Exercise input below:

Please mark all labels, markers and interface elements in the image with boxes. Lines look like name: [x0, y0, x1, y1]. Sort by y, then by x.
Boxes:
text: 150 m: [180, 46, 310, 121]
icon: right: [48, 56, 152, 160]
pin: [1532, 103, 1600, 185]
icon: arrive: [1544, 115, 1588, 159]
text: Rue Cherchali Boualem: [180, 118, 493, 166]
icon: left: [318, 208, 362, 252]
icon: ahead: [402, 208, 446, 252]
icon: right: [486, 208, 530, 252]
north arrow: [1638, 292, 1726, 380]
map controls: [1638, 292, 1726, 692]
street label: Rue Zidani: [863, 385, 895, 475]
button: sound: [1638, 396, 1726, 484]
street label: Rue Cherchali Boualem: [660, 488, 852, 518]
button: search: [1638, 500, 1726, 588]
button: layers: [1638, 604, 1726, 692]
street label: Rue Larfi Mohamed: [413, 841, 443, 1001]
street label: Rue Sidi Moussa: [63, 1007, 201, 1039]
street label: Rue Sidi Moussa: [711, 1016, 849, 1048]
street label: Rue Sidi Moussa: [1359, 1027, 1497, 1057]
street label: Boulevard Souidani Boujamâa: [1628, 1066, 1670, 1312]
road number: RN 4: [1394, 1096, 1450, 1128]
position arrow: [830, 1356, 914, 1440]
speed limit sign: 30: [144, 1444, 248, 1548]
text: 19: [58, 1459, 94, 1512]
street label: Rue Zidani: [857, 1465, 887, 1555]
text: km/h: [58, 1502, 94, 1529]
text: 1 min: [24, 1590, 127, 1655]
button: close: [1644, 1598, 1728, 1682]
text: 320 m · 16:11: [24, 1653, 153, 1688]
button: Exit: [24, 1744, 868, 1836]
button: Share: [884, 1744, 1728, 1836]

End of Exercise input.

## Aim of the exercise
From the entries above, extract every line where the word "Cherchali" appears.

## Answer box
text: Rue Cherchali Boualem: [180, 118, 493, 166]
street label: Rue Cherchali Boualem: [660, 488, 852, 518]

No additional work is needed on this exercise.